A capacitive anti-jamming device having a first electrode (2) and a second electrode (3), wherein the first electrode (2) and the second electrode (3) form the electrodes of a sensor, is characterized with respect to a measurement independent of a ground potential M1 in that the first electrode (2) can be fed with a first potential (Uref +), that the second electrode (3) can be fed with a second potential (Uref-), the second potential (Uref-) being supplied from the first potential (Uref-). Uref +) is different, and that an evaluation (5) is provided which determines the difference between the first potential (Uref +) and the second potential (Uref-) and determines therefrom the capacitance (CSensor) of the sensor. A corresponding method for operating the anti-pinch protection (1) is specified.

Description

The The invention relates to a capacitive anti-jamming device with a first Electrode and a second electrode, wherein the first electrode and the second electrode forming the electrodes of a sensor. The The invention further relates to a method for operating a corresponding one Jamming protection.

Arrangements and methods that serve the anti-trap on doors, flaps, sunroofs, covers and the like are well known in the art. Here are mainly optical, contact-based and capacitive methods are used. For applications in the industrial sector is exemplary on the DE 40 06 119 A1 and EP 1 474 582 A1 , for automotive applications on the DE 43 29 535 A1 . DE 103 10 066 B3 . DE 197 20 713 C1 . DE 199 13 879 C1 . DE 102 20 725 C1 . DE 103 05 342 B4 and EP 1 154 110 B1 pointed.

In the case of contact-based anti-jamming protection, it is necessary for the detection of obstacles that there is a direct contact between the sensor and the object to be detected. In this case, designs with one or two conductors are known. For example, in the EP 1 474 582 A1 a sensor is described, which recognizes obstacles by contact with a wire-shaped element. The from the DE 43 29 535 A1 known sensor works with two areas of electrically conductive plastics and / or introduced in plastic electrical conductors. By compressing the plastic areas or the conductor creates an ohmic contact, which is used for the detection of an obstacle. The problem with contact-based anti-jamming protection is always that in principle it must come to a contact. This is undesirable just when the pinching of limbs of persons should be prevented.

In contrast to contact-based methods, non-contact detection can be carried out in the case of capacitive anti-jamming protection. This measures the capacitance of a sensor. The capacitance of the sensor changes when approaching a body with dielectric properties, which is used as a measuring effect. As is known, there must be a defined reference potential for capacitance measurement to which the measurement relates. The usual reference potential for the measurement is the mass. Many of the known methods use a single electrode and the mass of surrounding bodies connected to the ground of the installation environment of the sensor. In addition, methods are known in which explicitly two electrodes are used. These include, among others, those already mentioned DE 40 06 119 A1 . DE 103 10 066 B3 or EP 1 154 110 B1 , In this case, a sensor electrode and a ground electrode are used, wherein the ground electrode designed as a separate electrode and - as the name very clearly indicates - is connected to the ground.

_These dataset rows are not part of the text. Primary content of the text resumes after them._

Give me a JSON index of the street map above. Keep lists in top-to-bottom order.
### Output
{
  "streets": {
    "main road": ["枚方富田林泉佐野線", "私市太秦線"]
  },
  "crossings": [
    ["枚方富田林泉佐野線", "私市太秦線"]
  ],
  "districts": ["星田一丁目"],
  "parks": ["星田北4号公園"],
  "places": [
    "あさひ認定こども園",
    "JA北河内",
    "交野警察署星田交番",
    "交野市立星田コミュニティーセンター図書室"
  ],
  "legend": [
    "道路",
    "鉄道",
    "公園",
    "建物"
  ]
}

at the known method with two electrodes is disadvantageous that in all parts not firmly connected to the earth the mass does not is clearly defined. For example, in the motor vehicle the Mass depending on location potential differences of several volts amount, which leads to significant measurement errors. So is in a door or tailgate of a vehicle defined electrical connection to the body not guaranteed For example, there are lubricants in the door hinge or corrosion of metal surfaces reduces the contact. In elevators this situation is similar. There are also moving ones Door leaf consuming only over ground cable can be brought to a defined ground potential.

Of the The present invention is therefore based on the object, a capacitive To provide anti-jamming of the aforementioned type, in which the indicated problems concerning the ground potential are fixed. A corresponding procedure should be specified.

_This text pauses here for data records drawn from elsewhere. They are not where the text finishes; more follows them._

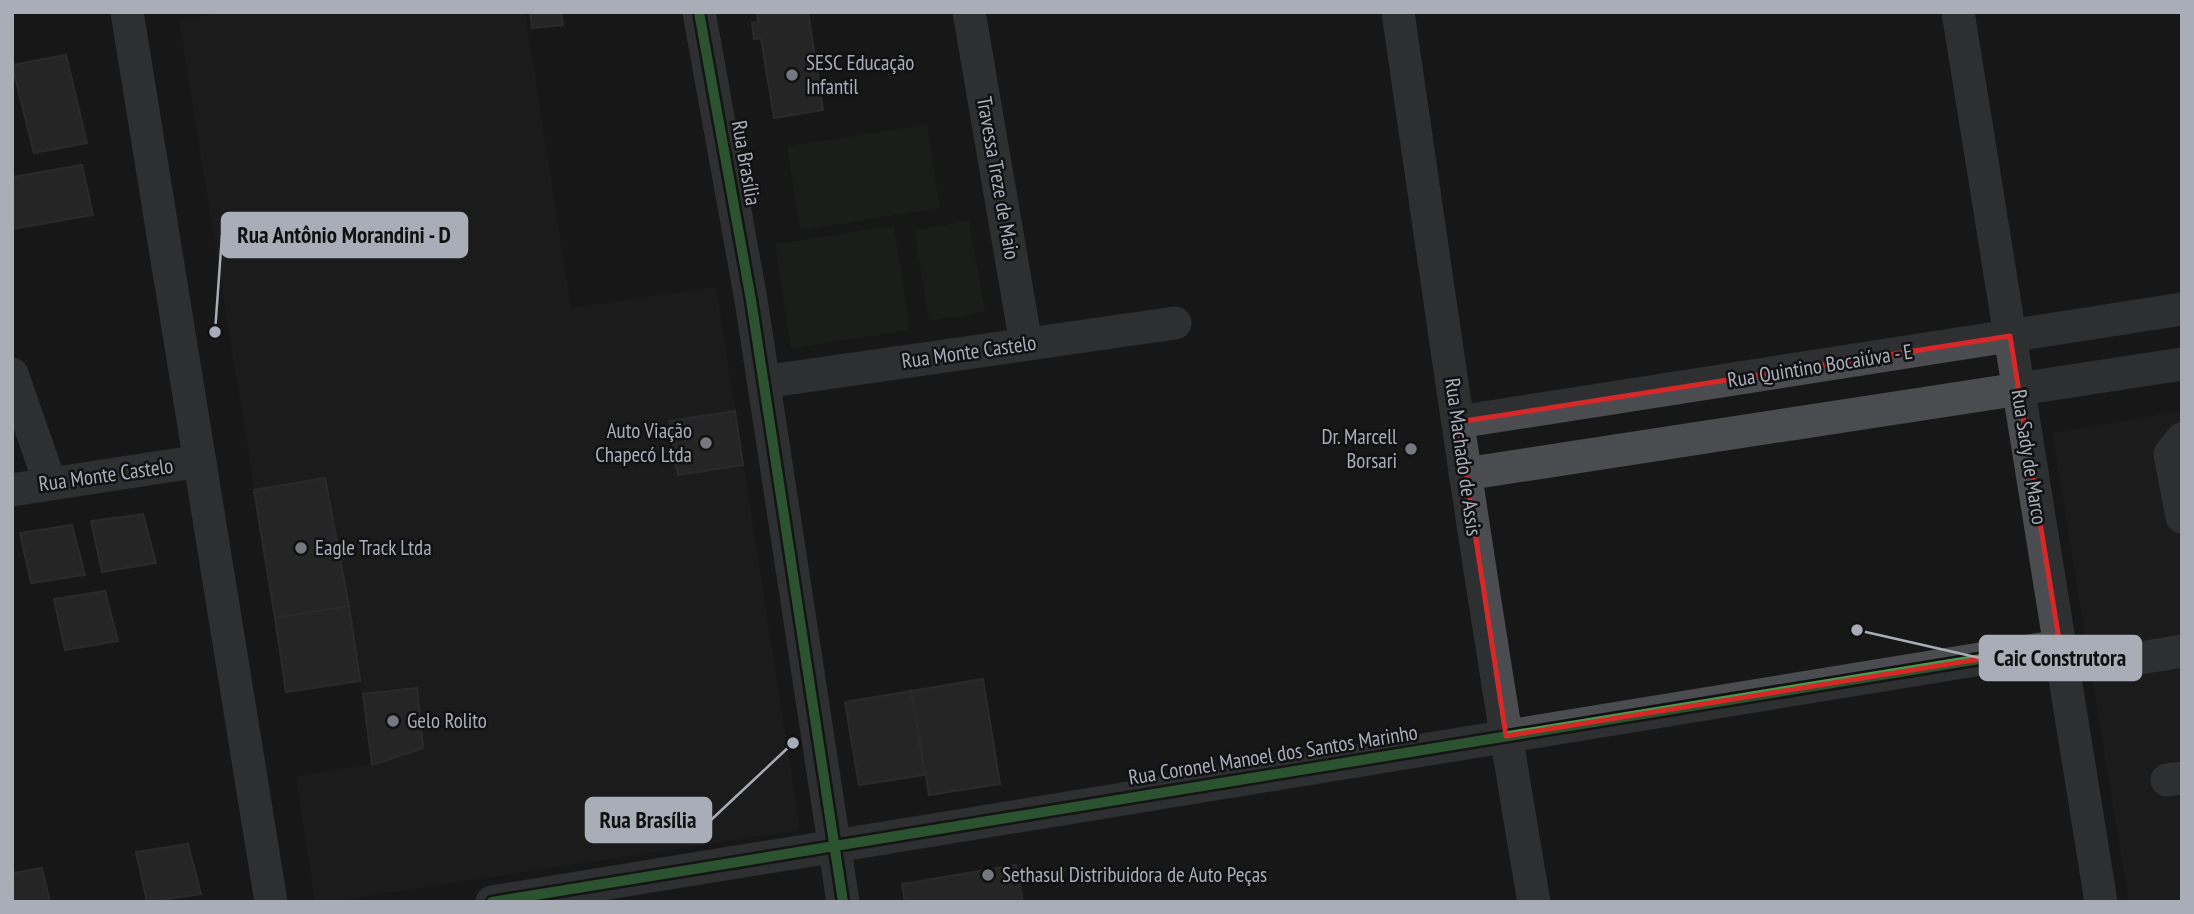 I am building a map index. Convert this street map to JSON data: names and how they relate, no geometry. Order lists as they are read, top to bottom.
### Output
{
  "streets": {
    "street": [
      "Rua Brasília",
      "Travessa Treze de Maio",
      "Rua Monte Castelo",
      "Rua Quintino Bocaiúva - E",
      "Rua Machado de Assis",
      "Rua Sady de Marco",
      "Rua Coronel Manoel dos Santos Marinho"
    ]
  },
  "crossings": [
    ["Rua Brasília", "Rua Monte Castelo"],
    ["Rua Brasília", "Rua Coronel Manoel dos Santos Marinho"],
    ["Travessa Treze de Maio", "Rua Monte Castelo"],
    ["Rua Quintino Bocaiúva - E", "Rua Machado de Assis"],
    ["Rua Quintino Bocaiúva - E", "Rua Sady de Marco"],
    ["Rua Machado de Assis", "Rua Coronel Manoel dos Santos Marinho"],
    ["Rua Sady de Marco", "Rua Coronel Manoel dos Santos Marinho"]
  ],
  "places": [
    "SESC Educação Infantil",
    "Rua Antônio Morandini - D",
    "Auto Viação Chapecó Ltda",
    "Dr. Marcell Borsari",
    "Eagle Track Ltda",
    "Caic Construtora",
    "Gelo Rolito",
    "Rua Brasília",
    "Sethasul Distribuidora de Auto Peças"
  ]
}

According to the invention the above object is achieved by the features of the claim 1 solved. Thereafter, the jamming protection in question is developed in such a way that the first electrode ( 2 ) with a first potential (U _{ref +} ) can be fed, that the second electrode ( 3 ) with a second potential (U _ref- ) can be fed, wherein the second potential (U _ref- ) of the first potential (U _{ref +} ) is different, and that an evaluation electronics ( 5 ) is provided which determines the difference between the first potential (U _{ref +} ) and the second potential (U _ref- ) and determines therefrom the capacitance (C _sensor ) of the sensor.

In procedural terms, the above object is achieved by the features of claim 8. Thereafter, the method is characterized in that the first electrode ( 2 ) is fed with a first potential (U _{ref +} ) that the second electrode ( 3 ) (With a second potential U _ref) is fed, wherein the second potential (U _ref) from the first potential (U _{ref +)} is different in that the Dif ferenz _ref (U between the first potential ₊₎ and the second potential ( U _ref- ) is determined and that from this the capacitance (C _sensor ) of the sensor is determined.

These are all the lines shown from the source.